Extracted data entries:

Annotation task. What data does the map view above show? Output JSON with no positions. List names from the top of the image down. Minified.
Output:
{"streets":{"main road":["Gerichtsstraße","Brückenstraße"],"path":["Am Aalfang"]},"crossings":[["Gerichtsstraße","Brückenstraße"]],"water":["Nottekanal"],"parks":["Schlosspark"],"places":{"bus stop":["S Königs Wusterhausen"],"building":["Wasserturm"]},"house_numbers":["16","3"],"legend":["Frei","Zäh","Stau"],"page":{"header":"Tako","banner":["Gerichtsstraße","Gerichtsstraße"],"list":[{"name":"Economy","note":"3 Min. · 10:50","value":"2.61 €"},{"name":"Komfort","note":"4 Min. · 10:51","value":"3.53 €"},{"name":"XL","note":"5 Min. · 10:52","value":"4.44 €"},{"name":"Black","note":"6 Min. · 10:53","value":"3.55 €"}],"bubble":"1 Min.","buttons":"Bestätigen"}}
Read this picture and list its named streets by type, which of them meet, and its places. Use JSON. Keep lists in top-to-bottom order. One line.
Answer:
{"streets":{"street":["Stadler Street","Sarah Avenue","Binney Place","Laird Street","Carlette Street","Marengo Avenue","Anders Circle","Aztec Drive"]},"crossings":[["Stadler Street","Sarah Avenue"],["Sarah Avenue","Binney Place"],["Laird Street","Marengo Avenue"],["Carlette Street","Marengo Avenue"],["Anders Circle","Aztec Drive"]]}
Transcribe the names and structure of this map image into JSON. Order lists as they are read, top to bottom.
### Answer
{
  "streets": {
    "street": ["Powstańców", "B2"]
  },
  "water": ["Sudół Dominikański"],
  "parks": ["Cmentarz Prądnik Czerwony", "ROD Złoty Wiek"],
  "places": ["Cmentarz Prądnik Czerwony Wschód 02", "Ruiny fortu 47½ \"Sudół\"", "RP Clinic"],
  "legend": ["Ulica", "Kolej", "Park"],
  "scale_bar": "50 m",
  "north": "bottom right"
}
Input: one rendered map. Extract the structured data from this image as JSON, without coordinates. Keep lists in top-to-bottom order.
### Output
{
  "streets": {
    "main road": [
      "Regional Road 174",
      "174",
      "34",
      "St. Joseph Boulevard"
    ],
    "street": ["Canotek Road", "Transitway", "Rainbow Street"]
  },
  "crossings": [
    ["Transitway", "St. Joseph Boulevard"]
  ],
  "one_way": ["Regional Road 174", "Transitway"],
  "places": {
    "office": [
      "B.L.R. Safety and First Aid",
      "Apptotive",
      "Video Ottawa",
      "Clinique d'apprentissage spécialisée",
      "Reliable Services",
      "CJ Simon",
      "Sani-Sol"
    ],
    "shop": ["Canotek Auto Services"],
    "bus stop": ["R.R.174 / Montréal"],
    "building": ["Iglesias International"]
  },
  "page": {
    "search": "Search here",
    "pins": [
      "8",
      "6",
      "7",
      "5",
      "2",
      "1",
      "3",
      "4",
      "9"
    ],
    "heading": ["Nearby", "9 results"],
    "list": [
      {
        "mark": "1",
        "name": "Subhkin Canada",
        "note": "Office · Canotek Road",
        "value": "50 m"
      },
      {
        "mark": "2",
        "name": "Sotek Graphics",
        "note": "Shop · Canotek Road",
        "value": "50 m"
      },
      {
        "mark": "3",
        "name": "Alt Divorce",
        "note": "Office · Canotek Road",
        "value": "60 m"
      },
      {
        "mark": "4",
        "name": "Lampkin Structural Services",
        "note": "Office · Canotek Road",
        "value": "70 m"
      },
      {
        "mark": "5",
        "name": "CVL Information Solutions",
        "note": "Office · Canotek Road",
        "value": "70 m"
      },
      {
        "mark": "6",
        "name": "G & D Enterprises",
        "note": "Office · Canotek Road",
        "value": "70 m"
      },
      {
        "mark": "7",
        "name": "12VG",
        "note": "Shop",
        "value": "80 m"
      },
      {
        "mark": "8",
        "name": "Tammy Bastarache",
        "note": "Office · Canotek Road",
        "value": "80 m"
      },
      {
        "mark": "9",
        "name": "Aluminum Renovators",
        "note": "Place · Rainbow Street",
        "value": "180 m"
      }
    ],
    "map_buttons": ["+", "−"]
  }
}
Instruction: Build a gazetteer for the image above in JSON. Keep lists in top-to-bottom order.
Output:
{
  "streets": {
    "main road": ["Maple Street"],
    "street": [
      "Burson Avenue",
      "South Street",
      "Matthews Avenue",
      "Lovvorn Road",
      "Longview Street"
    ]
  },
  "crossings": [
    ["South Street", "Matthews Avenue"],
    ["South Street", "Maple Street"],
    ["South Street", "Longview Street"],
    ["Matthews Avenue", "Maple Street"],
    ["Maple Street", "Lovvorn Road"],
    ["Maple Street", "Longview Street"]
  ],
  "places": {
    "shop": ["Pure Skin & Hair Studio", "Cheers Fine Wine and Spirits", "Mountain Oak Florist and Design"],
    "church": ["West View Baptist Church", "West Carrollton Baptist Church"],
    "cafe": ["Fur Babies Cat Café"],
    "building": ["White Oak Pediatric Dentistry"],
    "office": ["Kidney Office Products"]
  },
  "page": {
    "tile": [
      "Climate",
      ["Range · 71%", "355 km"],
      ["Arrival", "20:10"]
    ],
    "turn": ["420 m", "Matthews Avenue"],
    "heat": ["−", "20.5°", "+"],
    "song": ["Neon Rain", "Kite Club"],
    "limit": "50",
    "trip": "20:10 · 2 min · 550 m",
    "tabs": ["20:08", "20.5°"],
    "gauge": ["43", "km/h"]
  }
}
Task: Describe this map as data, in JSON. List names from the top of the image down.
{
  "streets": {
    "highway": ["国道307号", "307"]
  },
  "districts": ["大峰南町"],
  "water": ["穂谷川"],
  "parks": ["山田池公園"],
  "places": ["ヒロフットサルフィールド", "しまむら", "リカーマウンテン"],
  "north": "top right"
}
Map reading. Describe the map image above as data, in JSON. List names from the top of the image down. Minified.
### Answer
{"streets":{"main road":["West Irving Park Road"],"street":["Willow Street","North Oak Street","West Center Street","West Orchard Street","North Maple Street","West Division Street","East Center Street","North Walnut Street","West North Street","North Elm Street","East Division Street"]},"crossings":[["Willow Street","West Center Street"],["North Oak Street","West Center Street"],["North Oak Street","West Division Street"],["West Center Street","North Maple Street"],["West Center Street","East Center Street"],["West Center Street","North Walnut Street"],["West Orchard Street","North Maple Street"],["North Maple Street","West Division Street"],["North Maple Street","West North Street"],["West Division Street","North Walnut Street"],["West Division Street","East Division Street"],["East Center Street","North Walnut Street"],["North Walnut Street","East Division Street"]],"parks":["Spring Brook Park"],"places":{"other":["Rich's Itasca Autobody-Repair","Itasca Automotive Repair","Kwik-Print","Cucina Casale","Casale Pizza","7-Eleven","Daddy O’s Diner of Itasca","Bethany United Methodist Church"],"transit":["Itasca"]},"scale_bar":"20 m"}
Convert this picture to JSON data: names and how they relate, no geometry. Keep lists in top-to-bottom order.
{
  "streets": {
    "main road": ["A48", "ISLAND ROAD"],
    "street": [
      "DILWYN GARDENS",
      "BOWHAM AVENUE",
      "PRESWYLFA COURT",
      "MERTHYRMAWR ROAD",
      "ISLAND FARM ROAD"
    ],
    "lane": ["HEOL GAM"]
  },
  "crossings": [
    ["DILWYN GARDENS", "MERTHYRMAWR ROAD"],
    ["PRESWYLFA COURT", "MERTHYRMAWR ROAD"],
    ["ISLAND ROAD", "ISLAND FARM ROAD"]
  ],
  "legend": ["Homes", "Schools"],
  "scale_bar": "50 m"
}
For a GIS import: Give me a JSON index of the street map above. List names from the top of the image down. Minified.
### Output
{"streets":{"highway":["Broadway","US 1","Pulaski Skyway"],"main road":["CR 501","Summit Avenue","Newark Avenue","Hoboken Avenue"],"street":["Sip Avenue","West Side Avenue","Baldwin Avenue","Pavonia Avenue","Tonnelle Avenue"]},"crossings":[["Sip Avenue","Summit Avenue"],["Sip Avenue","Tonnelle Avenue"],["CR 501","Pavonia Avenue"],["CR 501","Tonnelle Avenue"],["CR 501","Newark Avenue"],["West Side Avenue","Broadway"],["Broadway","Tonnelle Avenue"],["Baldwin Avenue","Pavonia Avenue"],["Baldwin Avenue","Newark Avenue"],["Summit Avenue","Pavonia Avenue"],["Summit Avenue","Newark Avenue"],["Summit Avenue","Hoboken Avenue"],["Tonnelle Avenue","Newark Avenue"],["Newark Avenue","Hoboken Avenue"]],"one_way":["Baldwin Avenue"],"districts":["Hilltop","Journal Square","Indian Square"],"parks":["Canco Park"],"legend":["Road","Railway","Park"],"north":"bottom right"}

▶ Prompt
Repeat exactly the lines of the data from the first one through the line with "Transcribe the names", both of them included.

▶ Task response
Annotation task. What data does the map view above show? Output JSON with no positions. List names from the top of the image down. Minified.
Output:
{"streets":{"main road":["Gerichtsstraße","Brückenstraße"],"path":["Am Aalfang"]},"crossings":[["Gerichtsstraße","Brückenstraße"]],"water":["Nottekanal"],"parks":["Schlosspark"],"places":{"bus stop":["S Königs Wusterhausen"],"building":["Wasserturm"]},"house_numbers":["16","3"],"legend":["Frei","Zäh","Stau"],"page":{"header":"Tako","banner":["Gerichtsstraße","Gerichtsstraße"],"list":[{"name":"Economy","note":"3 Min. · 10:50","value":"2.61 €"},{"name":"Komfort","note":"4 Min. · 10:51","value":"3.53 €"},{"name":"XL","note":"5 Min. · 10:52","value":"4.44 €"},{"name":"Black","note":"6 Min. · 10:53","value":"3.55 €"}],"bubble":"1 Min.","buttons":"Bestätigen"}}
Read this picture and list its named streets by type, which of them meet, and its places. Use JSON. Keep lists in top-to-bottom order. One line.
Answer:
{"streets":{"street":["Stadler Street","Sarah Avenue","Binney Place","Laird Street","Carlette Street","Marengo Avenue","Anders Circle","Aztec Drive"]},"crossings":[["Stadler Street","Sarah Avenue"],["Sarah Avenue","Binney Place"],["Laird Street","Marengo Avenue"],["Carlette Street","Marengo Avenue"],["Anders Circle","Aztec Drive"]]}
Transcribe the names and structure of this map image into JSON. Order lists as they are read, top to bottom.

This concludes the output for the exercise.